*** Opening of The records ***
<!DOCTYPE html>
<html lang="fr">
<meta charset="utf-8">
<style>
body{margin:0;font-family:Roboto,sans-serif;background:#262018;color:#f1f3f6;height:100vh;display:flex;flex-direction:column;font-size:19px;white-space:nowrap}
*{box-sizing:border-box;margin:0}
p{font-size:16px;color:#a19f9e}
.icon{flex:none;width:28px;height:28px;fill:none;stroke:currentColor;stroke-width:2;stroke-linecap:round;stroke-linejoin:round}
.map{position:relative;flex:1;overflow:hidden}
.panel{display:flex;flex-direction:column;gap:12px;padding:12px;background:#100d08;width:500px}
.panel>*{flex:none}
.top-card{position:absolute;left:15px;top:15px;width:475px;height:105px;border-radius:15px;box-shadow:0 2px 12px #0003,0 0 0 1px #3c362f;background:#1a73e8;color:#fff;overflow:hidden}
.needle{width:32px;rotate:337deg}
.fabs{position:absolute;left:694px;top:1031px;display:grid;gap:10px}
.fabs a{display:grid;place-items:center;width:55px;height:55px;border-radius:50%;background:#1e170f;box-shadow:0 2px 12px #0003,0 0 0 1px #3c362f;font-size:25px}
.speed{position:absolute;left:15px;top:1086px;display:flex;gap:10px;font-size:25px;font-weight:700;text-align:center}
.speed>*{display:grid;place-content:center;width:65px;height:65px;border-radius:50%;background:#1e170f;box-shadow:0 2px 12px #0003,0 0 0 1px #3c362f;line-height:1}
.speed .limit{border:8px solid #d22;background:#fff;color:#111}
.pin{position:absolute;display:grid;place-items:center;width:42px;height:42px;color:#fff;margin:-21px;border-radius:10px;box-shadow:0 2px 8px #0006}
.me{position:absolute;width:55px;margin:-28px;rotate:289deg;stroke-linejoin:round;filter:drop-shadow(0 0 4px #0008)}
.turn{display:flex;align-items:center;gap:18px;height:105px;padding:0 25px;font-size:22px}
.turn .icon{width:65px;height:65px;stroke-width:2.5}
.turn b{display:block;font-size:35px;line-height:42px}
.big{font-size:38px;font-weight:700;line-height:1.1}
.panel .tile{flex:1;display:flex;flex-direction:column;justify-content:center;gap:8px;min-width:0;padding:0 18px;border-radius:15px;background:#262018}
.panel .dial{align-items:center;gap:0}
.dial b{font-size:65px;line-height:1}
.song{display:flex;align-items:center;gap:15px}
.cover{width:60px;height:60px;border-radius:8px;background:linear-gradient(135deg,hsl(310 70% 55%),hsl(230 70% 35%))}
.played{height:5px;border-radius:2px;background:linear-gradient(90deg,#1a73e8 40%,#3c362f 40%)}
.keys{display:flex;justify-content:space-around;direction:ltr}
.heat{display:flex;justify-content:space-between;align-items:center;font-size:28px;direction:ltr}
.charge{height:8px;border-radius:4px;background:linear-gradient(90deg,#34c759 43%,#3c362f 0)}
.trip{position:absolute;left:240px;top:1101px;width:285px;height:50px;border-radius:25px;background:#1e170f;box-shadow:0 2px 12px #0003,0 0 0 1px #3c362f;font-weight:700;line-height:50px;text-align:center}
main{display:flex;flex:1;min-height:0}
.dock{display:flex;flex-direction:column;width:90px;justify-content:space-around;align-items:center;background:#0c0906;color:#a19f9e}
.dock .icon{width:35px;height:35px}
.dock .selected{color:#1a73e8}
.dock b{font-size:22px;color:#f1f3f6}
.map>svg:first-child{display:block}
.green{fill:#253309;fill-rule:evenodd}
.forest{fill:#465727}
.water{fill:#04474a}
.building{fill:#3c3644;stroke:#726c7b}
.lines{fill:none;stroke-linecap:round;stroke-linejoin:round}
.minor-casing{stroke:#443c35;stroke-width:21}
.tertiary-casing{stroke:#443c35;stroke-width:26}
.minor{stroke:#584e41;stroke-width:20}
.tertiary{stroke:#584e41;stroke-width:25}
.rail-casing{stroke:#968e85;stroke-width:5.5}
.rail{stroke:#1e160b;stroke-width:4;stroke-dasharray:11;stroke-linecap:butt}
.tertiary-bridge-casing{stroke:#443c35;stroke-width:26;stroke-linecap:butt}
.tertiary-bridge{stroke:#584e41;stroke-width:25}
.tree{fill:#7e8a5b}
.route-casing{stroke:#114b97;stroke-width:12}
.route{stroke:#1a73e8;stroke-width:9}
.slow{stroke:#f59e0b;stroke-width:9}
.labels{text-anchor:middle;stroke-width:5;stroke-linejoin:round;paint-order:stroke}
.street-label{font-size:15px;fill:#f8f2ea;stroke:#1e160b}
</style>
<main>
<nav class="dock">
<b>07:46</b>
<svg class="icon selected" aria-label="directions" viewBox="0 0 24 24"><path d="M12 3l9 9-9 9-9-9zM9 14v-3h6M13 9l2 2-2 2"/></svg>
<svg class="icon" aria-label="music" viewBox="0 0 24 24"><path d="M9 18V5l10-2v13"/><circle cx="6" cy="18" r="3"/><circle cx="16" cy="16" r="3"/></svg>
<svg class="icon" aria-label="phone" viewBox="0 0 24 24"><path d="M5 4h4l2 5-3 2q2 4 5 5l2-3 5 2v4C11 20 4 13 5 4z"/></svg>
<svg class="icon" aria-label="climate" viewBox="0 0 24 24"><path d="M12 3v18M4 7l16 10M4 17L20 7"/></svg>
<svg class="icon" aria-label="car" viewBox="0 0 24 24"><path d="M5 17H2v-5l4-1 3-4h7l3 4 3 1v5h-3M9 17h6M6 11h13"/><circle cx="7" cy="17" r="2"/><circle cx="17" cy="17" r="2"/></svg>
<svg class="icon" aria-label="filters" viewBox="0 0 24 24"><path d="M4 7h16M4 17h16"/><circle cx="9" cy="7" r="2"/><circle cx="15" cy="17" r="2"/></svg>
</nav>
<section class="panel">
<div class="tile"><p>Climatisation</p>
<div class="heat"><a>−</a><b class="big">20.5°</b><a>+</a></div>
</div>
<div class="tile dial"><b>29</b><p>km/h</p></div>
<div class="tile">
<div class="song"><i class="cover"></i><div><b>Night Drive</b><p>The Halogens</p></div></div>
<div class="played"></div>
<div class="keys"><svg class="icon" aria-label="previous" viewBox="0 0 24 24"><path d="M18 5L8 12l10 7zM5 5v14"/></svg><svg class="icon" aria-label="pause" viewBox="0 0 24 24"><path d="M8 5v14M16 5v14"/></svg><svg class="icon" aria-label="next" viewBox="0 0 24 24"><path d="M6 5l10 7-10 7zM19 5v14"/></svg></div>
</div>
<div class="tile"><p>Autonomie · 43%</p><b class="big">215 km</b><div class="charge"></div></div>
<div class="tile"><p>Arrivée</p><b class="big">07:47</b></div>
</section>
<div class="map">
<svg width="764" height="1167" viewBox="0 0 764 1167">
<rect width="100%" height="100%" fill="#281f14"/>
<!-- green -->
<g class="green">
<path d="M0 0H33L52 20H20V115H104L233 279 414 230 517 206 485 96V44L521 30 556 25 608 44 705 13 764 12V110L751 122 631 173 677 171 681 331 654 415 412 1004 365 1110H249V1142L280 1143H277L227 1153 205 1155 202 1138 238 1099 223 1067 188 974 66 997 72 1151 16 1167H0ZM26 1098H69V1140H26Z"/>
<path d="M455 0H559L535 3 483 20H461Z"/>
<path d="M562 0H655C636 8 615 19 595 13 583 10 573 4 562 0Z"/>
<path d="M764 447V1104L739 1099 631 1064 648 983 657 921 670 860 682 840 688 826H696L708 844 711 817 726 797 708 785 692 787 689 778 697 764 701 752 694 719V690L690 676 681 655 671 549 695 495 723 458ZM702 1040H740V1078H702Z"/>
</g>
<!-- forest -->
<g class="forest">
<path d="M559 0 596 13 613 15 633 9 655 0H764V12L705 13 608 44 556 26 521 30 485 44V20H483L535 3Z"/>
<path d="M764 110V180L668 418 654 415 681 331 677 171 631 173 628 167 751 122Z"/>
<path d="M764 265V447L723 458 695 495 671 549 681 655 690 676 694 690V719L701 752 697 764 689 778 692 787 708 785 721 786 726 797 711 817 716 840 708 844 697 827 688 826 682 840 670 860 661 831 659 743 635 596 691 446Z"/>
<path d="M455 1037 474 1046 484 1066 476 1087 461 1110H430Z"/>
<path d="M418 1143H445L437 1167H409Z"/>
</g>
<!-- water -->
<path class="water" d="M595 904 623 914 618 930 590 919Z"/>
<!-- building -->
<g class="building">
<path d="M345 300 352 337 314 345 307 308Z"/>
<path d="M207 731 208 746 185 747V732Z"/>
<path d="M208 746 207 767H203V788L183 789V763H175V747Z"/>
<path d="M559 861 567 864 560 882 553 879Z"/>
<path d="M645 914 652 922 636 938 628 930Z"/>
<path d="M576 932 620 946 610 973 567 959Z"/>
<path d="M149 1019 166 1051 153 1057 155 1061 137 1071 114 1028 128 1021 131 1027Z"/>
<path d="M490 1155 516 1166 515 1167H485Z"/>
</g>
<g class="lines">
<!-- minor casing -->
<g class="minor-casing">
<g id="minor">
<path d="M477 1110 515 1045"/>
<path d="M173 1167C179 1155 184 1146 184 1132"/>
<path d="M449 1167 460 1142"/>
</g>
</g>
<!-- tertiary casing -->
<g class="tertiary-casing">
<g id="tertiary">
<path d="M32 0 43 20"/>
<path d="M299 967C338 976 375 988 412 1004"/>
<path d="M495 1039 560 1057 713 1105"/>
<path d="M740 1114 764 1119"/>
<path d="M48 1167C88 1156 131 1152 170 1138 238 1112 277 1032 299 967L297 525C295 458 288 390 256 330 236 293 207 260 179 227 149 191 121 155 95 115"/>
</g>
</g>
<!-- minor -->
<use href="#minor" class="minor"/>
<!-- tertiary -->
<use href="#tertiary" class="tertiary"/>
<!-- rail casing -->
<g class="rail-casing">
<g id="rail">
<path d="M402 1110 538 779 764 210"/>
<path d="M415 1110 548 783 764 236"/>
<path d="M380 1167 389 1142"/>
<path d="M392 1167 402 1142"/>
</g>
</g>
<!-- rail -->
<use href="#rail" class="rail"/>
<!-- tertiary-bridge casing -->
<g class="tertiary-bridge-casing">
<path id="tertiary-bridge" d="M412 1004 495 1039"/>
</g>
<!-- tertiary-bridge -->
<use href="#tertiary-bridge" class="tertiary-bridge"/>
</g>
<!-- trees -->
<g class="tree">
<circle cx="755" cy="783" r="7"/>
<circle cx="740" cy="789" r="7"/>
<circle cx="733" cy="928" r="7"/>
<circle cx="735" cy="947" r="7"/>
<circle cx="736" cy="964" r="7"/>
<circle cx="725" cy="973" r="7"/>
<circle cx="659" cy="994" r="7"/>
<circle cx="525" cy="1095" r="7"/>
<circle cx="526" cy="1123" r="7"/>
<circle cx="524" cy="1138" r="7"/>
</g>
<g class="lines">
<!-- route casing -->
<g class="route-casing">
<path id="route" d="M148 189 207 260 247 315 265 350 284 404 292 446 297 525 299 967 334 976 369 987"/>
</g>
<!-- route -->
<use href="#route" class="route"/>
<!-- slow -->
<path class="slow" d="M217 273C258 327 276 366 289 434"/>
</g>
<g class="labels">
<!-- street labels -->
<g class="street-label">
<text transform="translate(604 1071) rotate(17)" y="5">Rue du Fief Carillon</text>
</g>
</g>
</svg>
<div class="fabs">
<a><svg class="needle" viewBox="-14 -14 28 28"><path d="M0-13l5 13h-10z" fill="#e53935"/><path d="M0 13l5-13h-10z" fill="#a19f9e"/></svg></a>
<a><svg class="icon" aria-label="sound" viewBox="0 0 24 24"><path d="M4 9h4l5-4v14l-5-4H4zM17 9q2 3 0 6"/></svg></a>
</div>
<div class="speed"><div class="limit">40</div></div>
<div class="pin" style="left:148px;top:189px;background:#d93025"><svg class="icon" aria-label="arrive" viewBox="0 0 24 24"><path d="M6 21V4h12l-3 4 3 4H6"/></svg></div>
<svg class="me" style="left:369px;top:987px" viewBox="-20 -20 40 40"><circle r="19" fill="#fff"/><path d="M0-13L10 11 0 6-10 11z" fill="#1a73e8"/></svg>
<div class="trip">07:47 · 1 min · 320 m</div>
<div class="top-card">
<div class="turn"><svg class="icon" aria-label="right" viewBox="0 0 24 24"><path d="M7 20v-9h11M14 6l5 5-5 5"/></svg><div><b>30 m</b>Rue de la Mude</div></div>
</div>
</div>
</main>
*** Close of The records ***
__Exercise objective__.
Whenever the word "limit" shows up in a line above, copy that line.

__Exercise response__.
.speed .limit{border:8px solid #d22;background:#fff;color:#111}
<div class="speed"><div class="limit">40</div></div>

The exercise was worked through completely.